Were Alfred Hitchcock Films Film Noir? #1

Are the films of Alfred Hitchcock to be considered as Film Noir?

At the risk of offending the many film students, film noir fans, Hitchcockians, Wellesians, noirists and all the other afficianados the globe over ... we'd hazard the answer to the question Were Alfred Hitchcock Films Film Noir? is NOPE.

This is because Alfred Hitchcock's films inhabit a place of their own, and are broader in style and type than film noir.

Alfred Hitchcock's films could be described as crime, thriller, suspense, drama, gothic horror, psychological thriller, and a bunch of other definitions on top of those. And it is this breadth of styles that suggests that while Hitchcock may have made many film noirs, this wasn't an essential part of his style.

Hitchcock is there and he is not. He's represented well in all the Halls of Noir, but none of his films ever come into the category of true classic all-time favourite noir.

Or do they?

True, film noir uses uses a lot of these elements and plays on them in different ways, but noir is much more limited, and is pretty much restricted to the 1940s and 1950s. For film noir, there needs to not just be crime, but a psychological element too. There needs to be paranoia, and this usually extends more than Alfred Hitchcock shows. Finally, Hitchcock also liked glamour, light and colour, whereas noir tends to be drab, downbeat and essentially black and white. 

The wrongly-accused male, or the case of mistaken identity, these are fine Hitchcock themes. Amnesia, false memory, paranoia, or some impending or unforseen doom that defies explanation, these are also common to film noir and to an extent many of Hitchcock's films, although Hitchcock's film subjects went far beyond these.

There are many connections in fact, so many that Hitchcock can be seen best as adjacent to film noir for several decades, always present but never fully taking part.
What's more, Hitchcock admired Cornell Woolrich and used several of his stories on his weekly TV show, but he only adapted one Woolrich story into a feature film, and that was Rear Window (1954), which on one hand is a mystery thriller, but has huge commonalities with film noir.
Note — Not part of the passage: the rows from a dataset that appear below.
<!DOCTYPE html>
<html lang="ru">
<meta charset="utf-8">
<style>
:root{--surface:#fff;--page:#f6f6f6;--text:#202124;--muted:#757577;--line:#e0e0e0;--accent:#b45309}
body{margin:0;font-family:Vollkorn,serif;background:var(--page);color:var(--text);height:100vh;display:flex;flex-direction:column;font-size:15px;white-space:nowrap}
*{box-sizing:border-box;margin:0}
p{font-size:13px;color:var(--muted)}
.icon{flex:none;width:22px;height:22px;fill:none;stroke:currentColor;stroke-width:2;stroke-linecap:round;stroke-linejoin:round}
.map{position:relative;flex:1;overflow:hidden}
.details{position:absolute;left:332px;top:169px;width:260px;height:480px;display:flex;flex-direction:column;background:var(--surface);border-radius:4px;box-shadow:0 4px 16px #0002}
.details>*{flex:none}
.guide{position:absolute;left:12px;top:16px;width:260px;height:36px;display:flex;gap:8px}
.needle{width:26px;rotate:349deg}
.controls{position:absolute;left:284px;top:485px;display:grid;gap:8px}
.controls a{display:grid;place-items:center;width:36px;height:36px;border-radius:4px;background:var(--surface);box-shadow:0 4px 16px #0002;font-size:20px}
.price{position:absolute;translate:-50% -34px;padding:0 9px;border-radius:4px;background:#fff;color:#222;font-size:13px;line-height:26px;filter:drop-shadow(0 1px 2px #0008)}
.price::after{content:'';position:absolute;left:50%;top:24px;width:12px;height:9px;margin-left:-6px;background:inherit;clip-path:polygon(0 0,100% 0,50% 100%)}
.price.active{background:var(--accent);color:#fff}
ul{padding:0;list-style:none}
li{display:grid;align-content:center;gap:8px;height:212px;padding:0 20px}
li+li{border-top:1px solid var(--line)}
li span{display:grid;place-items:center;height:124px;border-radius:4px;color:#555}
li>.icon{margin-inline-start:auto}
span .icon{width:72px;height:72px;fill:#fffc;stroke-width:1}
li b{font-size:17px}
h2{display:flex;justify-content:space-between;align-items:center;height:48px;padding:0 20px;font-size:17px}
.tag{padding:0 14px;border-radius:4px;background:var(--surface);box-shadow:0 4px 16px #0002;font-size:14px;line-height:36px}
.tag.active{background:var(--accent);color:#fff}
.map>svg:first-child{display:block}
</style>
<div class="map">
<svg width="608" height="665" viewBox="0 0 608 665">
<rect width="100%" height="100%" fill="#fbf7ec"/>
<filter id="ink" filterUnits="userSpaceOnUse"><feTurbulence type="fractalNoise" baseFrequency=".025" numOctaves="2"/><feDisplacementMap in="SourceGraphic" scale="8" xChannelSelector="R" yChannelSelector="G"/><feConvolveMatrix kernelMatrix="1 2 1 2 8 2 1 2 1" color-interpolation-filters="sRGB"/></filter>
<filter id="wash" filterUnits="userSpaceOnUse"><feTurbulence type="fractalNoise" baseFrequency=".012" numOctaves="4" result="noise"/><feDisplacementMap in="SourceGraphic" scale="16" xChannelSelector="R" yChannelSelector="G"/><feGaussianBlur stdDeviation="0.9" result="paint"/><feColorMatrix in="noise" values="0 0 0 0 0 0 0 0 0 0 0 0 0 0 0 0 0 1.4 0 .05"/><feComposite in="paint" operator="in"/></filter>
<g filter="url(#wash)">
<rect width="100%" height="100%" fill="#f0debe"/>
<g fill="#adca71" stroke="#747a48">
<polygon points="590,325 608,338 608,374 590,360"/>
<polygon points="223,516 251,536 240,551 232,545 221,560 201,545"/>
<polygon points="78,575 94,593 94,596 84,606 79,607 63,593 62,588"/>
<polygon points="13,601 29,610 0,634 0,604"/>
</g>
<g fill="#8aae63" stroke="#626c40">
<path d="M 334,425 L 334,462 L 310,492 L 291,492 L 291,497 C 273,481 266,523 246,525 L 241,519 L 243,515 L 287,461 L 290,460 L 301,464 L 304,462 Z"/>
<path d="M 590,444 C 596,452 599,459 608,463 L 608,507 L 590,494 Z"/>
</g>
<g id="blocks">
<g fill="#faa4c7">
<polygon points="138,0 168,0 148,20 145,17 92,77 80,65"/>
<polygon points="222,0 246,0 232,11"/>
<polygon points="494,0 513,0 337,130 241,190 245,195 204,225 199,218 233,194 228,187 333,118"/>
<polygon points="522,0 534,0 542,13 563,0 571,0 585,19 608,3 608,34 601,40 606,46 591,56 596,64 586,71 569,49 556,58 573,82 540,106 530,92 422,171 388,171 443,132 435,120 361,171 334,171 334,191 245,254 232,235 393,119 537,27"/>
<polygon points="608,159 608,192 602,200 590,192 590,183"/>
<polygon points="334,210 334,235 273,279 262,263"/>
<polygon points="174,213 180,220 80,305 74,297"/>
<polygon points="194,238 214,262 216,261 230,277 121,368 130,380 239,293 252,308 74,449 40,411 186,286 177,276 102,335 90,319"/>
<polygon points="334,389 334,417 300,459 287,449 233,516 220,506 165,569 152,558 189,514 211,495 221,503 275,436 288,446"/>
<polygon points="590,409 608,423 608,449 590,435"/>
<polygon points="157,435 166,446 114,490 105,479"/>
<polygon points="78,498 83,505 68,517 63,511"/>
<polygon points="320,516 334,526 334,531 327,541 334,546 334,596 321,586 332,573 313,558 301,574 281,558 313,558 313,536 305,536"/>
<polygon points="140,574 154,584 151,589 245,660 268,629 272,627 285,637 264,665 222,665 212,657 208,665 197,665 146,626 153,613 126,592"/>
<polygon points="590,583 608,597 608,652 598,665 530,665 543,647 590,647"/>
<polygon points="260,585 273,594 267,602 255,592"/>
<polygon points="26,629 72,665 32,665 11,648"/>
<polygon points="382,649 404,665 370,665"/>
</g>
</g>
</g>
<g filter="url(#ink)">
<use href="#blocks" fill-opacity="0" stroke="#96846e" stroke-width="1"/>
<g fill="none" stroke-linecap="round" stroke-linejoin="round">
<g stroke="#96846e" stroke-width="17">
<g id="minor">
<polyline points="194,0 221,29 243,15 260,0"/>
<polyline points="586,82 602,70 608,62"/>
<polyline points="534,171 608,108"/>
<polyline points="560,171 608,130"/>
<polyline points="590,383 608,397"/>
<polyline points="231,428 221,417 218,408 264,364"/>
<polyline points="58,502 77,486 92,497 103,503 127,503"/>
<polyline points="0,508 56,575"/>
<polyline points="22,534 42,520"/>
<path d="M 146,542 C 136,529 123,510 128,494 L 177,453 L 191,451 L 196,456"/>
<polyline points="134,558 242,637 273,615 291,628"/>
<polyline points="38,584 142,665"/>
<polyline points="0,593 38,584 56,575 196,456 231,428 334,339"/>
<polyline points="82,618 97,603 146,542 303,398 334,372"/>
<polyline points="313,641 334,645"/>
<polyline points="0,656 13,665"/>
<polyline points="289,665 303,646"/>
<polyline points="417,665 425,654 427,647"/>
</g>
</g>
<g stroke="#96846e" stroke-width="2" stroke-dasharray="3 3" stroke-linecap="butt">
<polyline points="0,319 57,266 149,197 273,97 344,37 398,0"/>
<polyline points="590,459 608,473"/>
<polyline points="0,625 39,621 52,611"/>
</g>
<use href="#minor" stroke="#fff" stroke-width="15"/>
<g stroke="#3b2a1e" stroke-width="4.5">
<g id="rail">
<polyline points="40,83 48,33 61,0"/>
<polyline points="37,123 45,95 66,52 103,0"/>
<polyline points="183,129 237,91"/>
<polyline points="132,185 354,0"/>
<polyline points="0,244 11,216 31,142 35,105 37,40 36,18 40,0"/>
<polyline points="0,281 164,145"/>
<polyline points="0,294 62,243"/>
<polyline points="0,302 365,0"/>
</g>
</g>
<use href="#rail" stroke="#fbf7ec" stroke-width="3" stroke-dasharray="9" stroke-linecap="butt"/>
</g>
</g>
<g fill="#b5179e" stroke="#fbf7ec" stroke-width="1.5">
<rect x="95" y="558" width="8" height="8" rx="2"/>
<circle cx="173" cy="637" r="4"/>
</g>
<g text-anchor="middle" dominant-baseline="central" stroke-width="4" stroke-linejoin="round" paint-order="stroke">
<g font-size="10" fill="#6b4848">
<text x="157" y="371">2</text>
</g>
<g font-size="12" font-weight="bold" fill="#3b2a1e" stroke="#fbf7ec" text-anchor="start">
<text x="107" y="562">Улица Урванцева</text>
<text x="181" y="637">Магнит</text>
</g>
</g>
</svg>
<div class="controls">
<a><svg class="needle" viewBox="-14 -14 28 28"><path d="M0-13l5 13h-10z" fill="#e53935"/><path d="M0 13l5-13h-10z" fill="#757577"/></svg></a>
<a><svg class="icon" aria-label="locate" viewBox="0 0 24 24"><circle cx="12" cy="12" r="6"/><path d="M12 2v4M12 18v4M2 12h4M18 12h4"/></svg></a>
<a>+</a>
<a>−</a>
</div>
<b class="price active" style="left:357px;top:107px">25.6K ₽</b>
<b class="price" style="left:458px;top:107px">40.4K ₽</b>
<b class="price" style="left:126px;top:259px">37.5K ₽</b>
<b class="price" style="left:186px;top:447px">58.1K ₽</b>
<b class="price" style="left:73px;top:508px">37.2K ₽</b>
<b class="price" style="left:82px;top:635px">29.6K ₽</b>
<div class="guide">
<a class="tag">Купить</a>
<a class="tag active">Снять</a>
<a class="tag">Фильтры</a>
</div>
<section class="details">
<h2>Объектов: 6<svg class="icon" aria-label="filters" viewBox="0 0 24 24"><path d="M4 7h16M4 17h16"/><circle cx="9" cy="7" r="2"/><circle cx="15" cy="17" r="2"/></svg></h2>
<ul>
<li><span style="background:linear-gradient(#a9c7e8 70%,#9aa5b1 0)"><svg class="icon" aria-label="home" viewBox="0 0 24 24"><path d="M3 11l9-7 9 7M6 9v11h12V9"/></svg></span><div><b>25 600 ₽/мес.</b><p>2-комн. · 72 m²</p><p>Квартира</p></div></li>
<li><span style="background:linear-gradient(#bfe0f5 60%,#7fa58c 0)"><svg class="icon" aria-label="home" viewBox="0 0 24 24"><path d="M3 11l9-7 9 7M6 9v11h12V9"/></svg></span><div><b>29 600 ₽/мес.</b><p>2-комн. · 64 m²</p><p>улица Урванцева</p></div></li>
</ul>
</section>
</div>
Cornell Woolrich is key to this question of Alfred Hitchcock and film noir. Woolrich was admired for his ability to create suspense and terror, and many film noirs use plot devices and ideas that were first used by Woolrich.  While Hitchcock and Woolrich may have been kindred spirits in their obsession with paranoia, misidentity and the mistrust of authority, Hitchcock's work spans a much greater range.
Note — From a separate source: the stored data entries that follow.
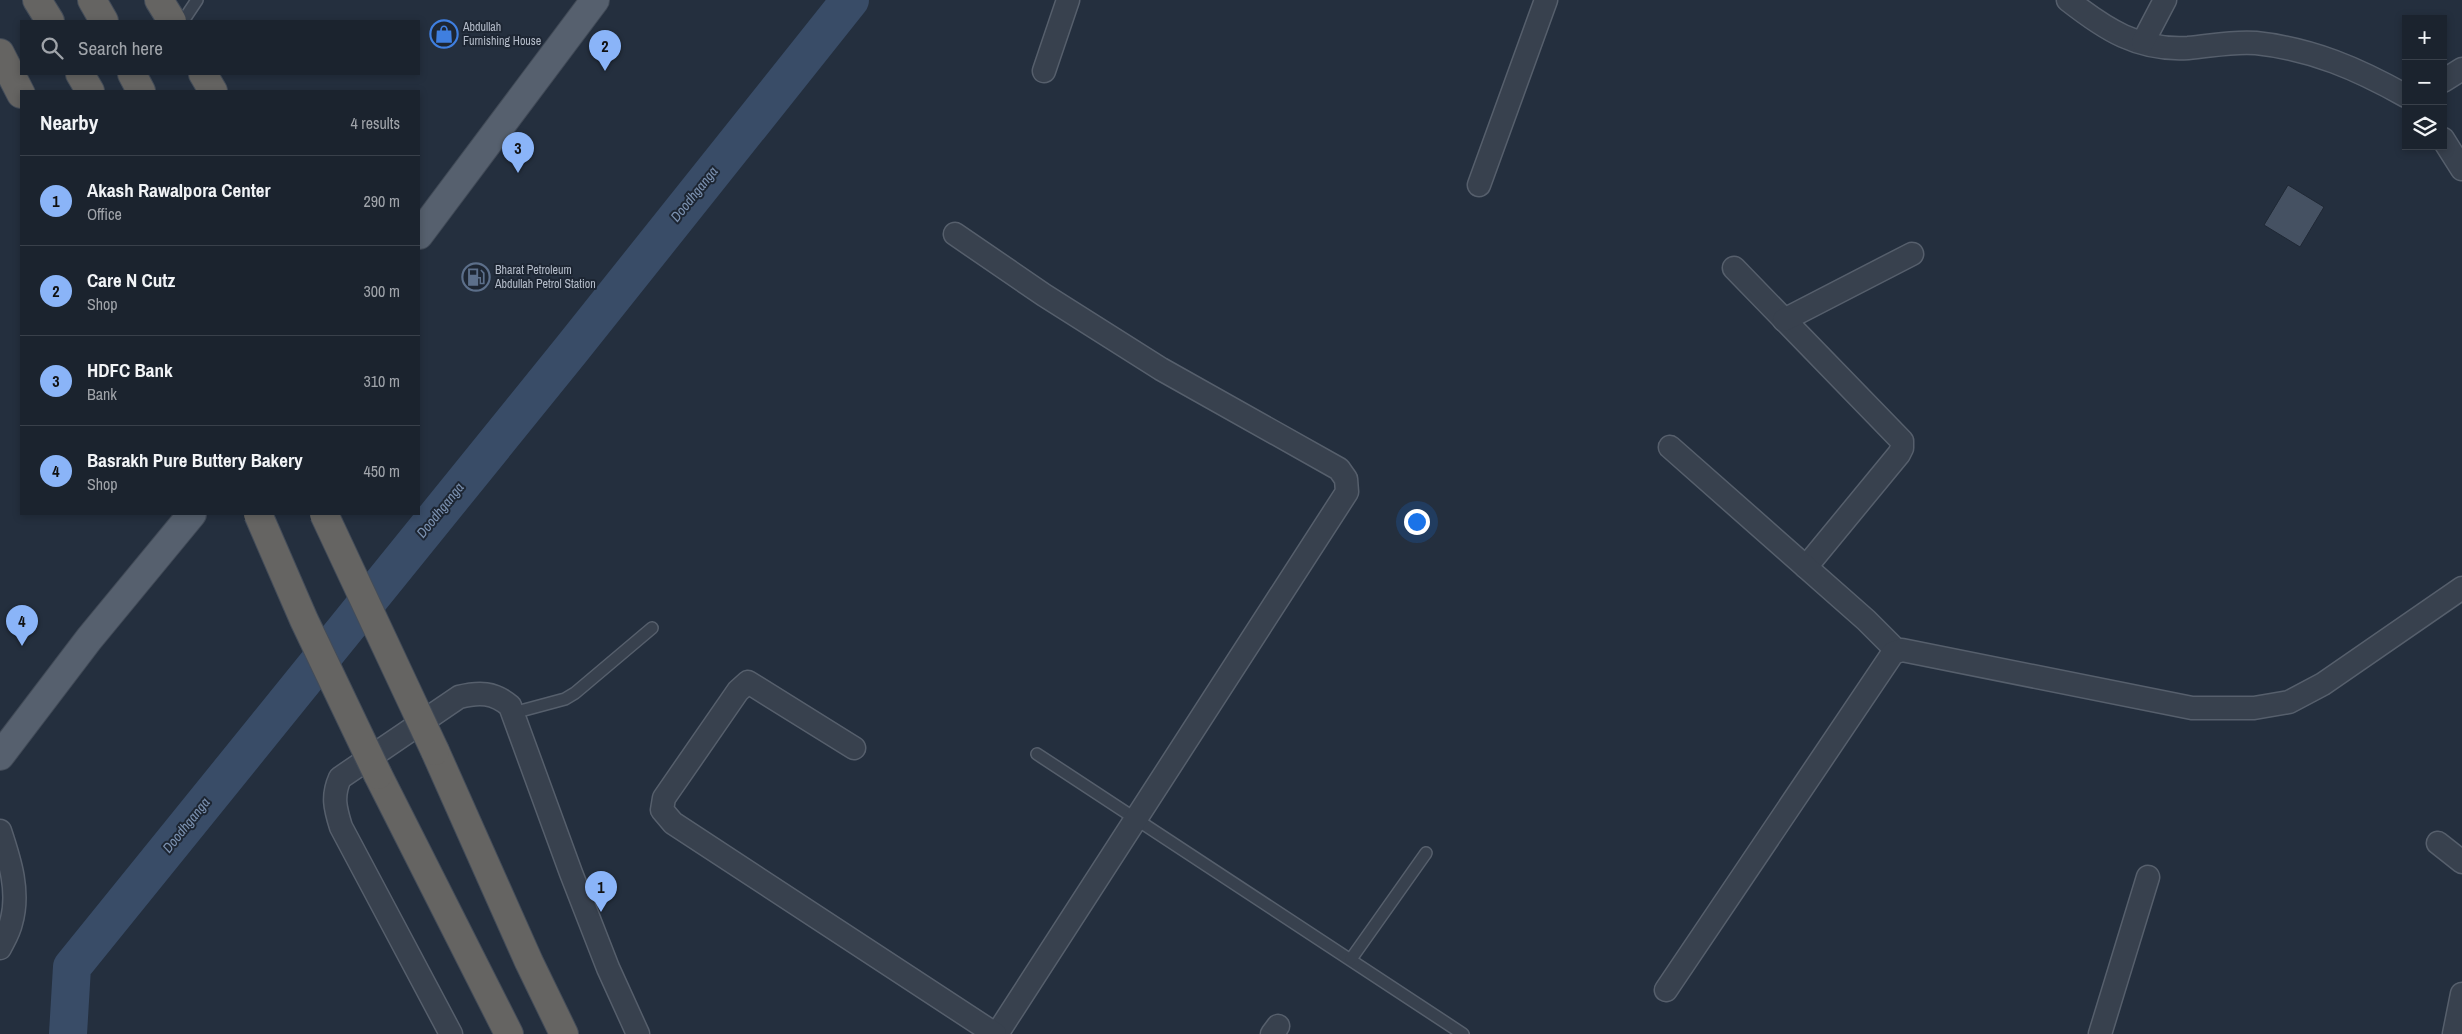 <!DOCTYPE html>
<html lang="en">
<head>
<meta charset="utf-8">
<style>
  body { margin:0; font-family:"Archivo Narrow",sans-serif; background:#282f3a; color:#f1f3f6 }
  .controls { position:absolute; right:15px; top:15px; display:grid; overflow:hidden; border-radius:0px; box-shadow:0 2px 8px #0003 }
  .controls button { width:45px; height:45px; display:grid; place-items:center; padding:0; border:0; border-bottom:1px solid #39404a; background:#1b232e; color:#f1f3f6; font:25px sans-serif }
  .you { position:absolute; left:1416px; top:521px; width:18px; height:18px; margin:-12px; border:4px solid #fff; border-radius:50%; background:#1a73e8; box-shadow:0 0 0 8px #1a73e833 }
  .badge { display:grid; place-items:center; width:32px; height:32px; border-radius:50%; background:#8ab4f8; color:#111; font-size:16px; font-weight:700 }
  .pin { position:absolute; translate:-50% -41px; filter:drop-shadow(0 1px 2px #0008) }
  .pin::after { content:''; position:absolute; top:26px; width:18px; height:15px; background:inherit; clip-path:polygon(0 0,100% 0,50% 100%) }
  .list { margin:0; padding:0; list-style:none }
  h2 { display:flex; justify-content:space-between; align-items:center; height:65px; margin:0; padding:0 20px; font-size:21px }
  h2 small { font-size:16px; font-weight:400; color:#a0a4aa }
  .list li { display:grid; grid-template-columns:32px 1fr auto; gap:15px; align-items:center; box-sizing:border-box; height:90px; padding:0 20px; border-top:1px solid #39404a }
  .list b { display:block; font-size:19px; white-space:nowrap }
  .list p { margin:0; font-size:16px; white-space:nowrap; color:#a0a4aa }
  .list em { font-size:16px; font-style:normal; color:#a0a4aa }
  .icon { flex:none; width:28px; height:28px; fill:none; stroke:currentColor; stroke-width:2; stroke-linecap:round; stroke-linejoin:round }
  .map { position:relative; flex:none; width:2462px; height:1034px; overflow:hidden }
  .search { position:absolute; background:#1b232e; box-shadow:0 2px 8px #0003; left:20px; top:20px; width:400px; height:55px; display:flex; align-items:center; gap:12px; box-sizing:border-box; padding:0 18px; border-radius:0px; color:#a0a4aa; font-size:19px }
  .panel { position:absolute; background:#1b232e; box-shadow:0 2px 8px #0003; left:20px; top:90px; width:400px; height:425px; border-radius:0px }
  .map>svg:first-child { display:block }
  .lines { fill:none; stroke-linecap:round; stroke-linejoin:round }
  .river { stroke:#394c67; stroke-width:38 }
  .building { fill:#455162; stroke:#1f2835 }
  .service-casing { stroke:#565f6c; stroke-width:14 }
  .minor-casing { stroke:#565f6c; stroke-width:25 }
  .primary-casing { stroke:#414a57; stroke-width:30 }
  .trunk-casing { stroke:#434c59; stroke-width:30 }
  .service { stroke:#38414e; stroke-width:11 }
  .minor { stroke:#38414e; stroke-width:22 }
  .primary { stroke:#56606e; stroke-width:28 }
  .trunk { stroke:#656462; stroke-width:28 }
  .trunk-bridge-casing { stroke:#434c59; stroke-width:30; stroke-linecap:butt }
  .trunk-bridge { stroke:#656462; stroke-width:28 }
  .labels { text-anchor:middle; stroke-width:4; stroke-linejoin:round; paint-order:stroke }
  .poi-label { font-size:12px; fill:#b4bcc9; stroke:#1d2633; text-anchor:start }
  .water-label { font-size:14px; font-style:italic; fill:#7c92b1; stroke:#1d2633 }
</style>
</head>
<body>
<div class="map">
<svg width="2462" height="1034" viewBox="0 0 2462 1034">
  <rect width="100%" height="100%" fill="#242f3e"/>
  <g class="lines">
    <path class="river" d="M68,1034L72,967L571,350L850,0"/>
  </g>
  <path class="building" d="M2288,185L2324,207L2300,247L2264,225Z"/>
  <g class="lines">
    <g class="service-casing">
      <g id="service">
        <path d="M183,21L197,0"/>
        <path d="M513,713L565,699L575,693L652,628"/>
        <path d="M1037,754L1463,1034"/>
        <path d="M1351,959L1426,853"/>
      </g>
    </g>
    <g class="minor-casing">
      <g id="minor">
        <path d="M2068,0C2105,29 2138,51 2188,48C2211,46 2233,41 2256,43C2312,49 2358,69 2406,96"/>
        <path d="M2143,42L2165,0"/>
        <path d="M1044,71L1068,0"/>
        <path d="M2443,81L2462,69"/>
        <path d="M2443,139L2462,169"/>
        <path d="M1479,185L1546,0"/>
        <path d="M955,234L1044,295L1161,369L1339,469L1346,479L1347,492L997,1034"/>
        <path d="M1734,268L1902,441V448L1899,454L1806,567"/>
        <path d="M1784,320L1912,254"/>
        <path d="M1670,447L1866,620L1897,651"/>
        <path d="M854,748L748,682L738,691L664,798L662,810L673,823L995,1034"/>
        <path d="M0,831C10,861 20,892 11,923C9,932 4,940 0,948"/>
        <path d="M2438,843L2462,862"/>
        <path d="M1666,990L1893,653L1902,650L2192,708H2254L2289,702L2323,684L2462,588"/>
        <path d="M451,1034L341,827C335,808 332,796 340,778L459,697C479,692 494,692 510,706L571,873L608,968L638,1034"/>
        <path d="M1272,1034L1278,1026"/>
        <path d="M2100,1034L2148,877"/>
        <path d="M2454,1034L2462,994"/>
      </g>
    </g>
    <g class="primary-casing">
      <g id="primary">
        <path d="M419,235L595,0"/>
        <path d="M0,756L89,639L192,514"/>
      </g>
    </g>
    <g class="trunk-casing">
      <g id="trunk">
        <path d="M37,0L50,21"/>
        <path d="M92,0L104,21"/>
        <path d="M159,0L172,21"/>
        <path d="M0,53L21,94"/>
        <path d="M80,74L90,91"/>
        <path d="M132,74L141,91"/>
        <path d="M203,74L213,91"/>
        <path d="M435,751L529,962L564,1034"/>
        <path d="M378,775L509,1034"/>
      </g>
    </g>
    <use href="#service" class="service"/>
    <use href="#minor" class="minor"/>
    <use href="#primary" class="primary"/>
    <use href="#trunk" class="trunk"/>
    <g class="trunk-bridge-casing">
      <g id="trunk-bridge">
        <path d="M258,514L304,620L378,775"/>
        <path d="M324,514L435,751"/>
      </g>
    </g>
    <use href="#trunk-bridge" class="trunk-bridge"/>
  </g>
  <defs>
    <g id="shop-ring" transform="scale(1.4375)"><circle r="9.5" fill="#1d2633" stroke="#3f7fe0" stroke-width="1.5"/><path d="M-5-2.5h2.3a2.7 3.5 0 0 1 5.4 0H5L5.5 6h-11ZM-1.5-2.5h3a1.5 2.3 0 0 0-3 0Z" fill="#3f7fe0"/></g>
    <g id="fuel-ring" transform="scale(1.4375)"><circle r="9.5" fill="#1d2633" stroke="#5c6f8a" stroke-width="1.5"/><path d="M-5.5-6h7V0h2V4h1.3V-2.5L3-4.5l.8-.8L6-3V5H2.5V1h-1V6h-7ZM-4.2-4.7v3.2H.2V-4.7Z" fill="#5c6f8a"/></g>
  </defs>
  <g fill-rule="evenodd">
    <use href="#shop-ring" x="444" y="34"/>
    <use href="#fuel-ring" x="476" y="277"/>
  </g>
  <g class="labels">
    <g class="poi-label">
      <text x="463" y="31">Abdullah<tspan x="463" dy="14">Furnishing House</tspan></text>
      <text x="495" y="274">Bharat Petroleum<tspan x="495" dy="14">Abdullah Petrol Station</tspan></text>
    </g>
    <g class="water-label">
      <text transform="translate(694 194) rotate(-51)" y="5">Doodhganga</text>
      <text transform="translate(440 510) rotate(-51)" y="5">Doodhganga</text>
      <text transform="translate(186 825) rotate(-51)" y="5">Doodhganga</text>
    </g>
  </g>
</svg>
<div class="controls">
<button>+</button>
<button>−</button>
<button><svg class="icon" aria-label="layers" viewBox="0 0 24 24"><path d="M12 4l9 5-9 5-9-5zM3 14l9 5 9-5"/></svg></button>
</div>
<div class="you"></div>
<div class="pin badge" style="left:601px;top:912px">1</div>
<div class="pin badge" style="left:605px;top:71px">2</div>
<div class="pin badge" style="left:518px;top:173px">3</div>
<div class="pin badge" style="left:22px;top:646px">4</div>
<div class="search"><svg class="icon" aria-label="search" viewBox="0 0 24 24"><circle cx="10" cy="10" r="6"/><path d="M15 15l6 6"/></svg>Search here</div>
<section class="panel">
<h2>Nearby<small>4 results</small></h2>
<ul class="list">
<li><span class="badge">1</span><div><b>Akash Rawalpora Center</b><p>Office</p></div><em>290 m</em></li>
<li><span class="badge">2</span><div><b>Care N Cutz</b><p>Shop</p></div><em>300 m</em></li>
<li><span class="badge">3</span><div><b>HDFC Bank</b><p>Bank</p></div><em>310 m</em></li>
<li><span class="badge">4</span><div><b>Basrakh Pure Buttery Bakery</b><p>Shop</p></div><em>450 m</em></li>
</ul>
</section>
</div>
</body>
</html>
Could it be said then that film noir owes more to Hitchcock then Hitchcock owes to film noir?

It's a fair suggestion, esepcially if you break down the list of Alfred Hitchcock films that could be classed as film noir. It's odd, but Hitchcock didn't leave any of those classic, surefire, do-or-die 100% film noirs that we have grown to identify as holding prime positions in the canon. But then Alfred Hitchcock was his very own canon, and he didn't sit well anywhere, other than in the affcetions of audiences. Neither The Birds (1963) nor Psycho (1960), for example, are simply classifiable as horror, and yet that is where they generally sit, for structural reasons.

Either way we certainly don't see enough Salvador Dali in film, and this is the sort of amazing treat that Hitchcock can offer that just raises him into his own universe. Incidentally, we don't see psychiatric advisors often given such prominence either, in our movies' credit sequences!


In terms of that dark crossover suburb in which Alfred Hitchcock meets film noir, there are the many feature films to consider. There can certainly be said to be strong film noir elements, overtones, characters and tropes in the following black and white pictures:
  • Strangers on a Train

  • Shadow of a Doubt

  • Notorious

  • I Confess

  • The Paradine Case

  • Rebecca

  • Suspicion

  • Spellbound


Of the colour films made by Alfred Hitchcock, film noir elements remain in:

  • Rear Window

  • Rope

  • Dial M For Murder

  • North by Northwest

  • Vertigo

  • Marnie (1964)

  • Psycho


A lot of Alfred Hitchcock films do not have a femme fatale, but rather it is an homme fatale that is the focus. Think of Sean Connery as Mark Rutland in Marnie (1964). Also Gregory Peck in Spellbound is a male replica of the hysterical female, so beloved of the era's women's pictures and many of its film noirs.

Hitchcock's films have a certain slickness to them too, and that kind of loses a bit of the noir "B" level feel, and you sense that someone is always in strong control of the film. In many noirs, the hand of the director is not so evident, and the films exude feelings of chaos, loss of direction, despair, feverishness, and accelerating fate that just drags the audience in, and sometimes fast.



Surely I Confess (1953) has to be a film noir ... with photography like this?


It is probably a signature quality for film noir in fact that the audience should have that feeling of  having lost their bearings, and that is not at all the Hitchock feel - Hitchcock's style being a control, which keadfs the audience by the hand.

So there is no Hitchcock film which actually feels like fully classic noir, you know . . . like The Maltese Falcon, Out of the Past, Double Indemnity, The Killers, and any of many from that supericonic list.

But there are Hitchcock films that are absolutely in the noir family. Still, so much of this is really subjective, and worth digging into deeper, farther, darker and harder.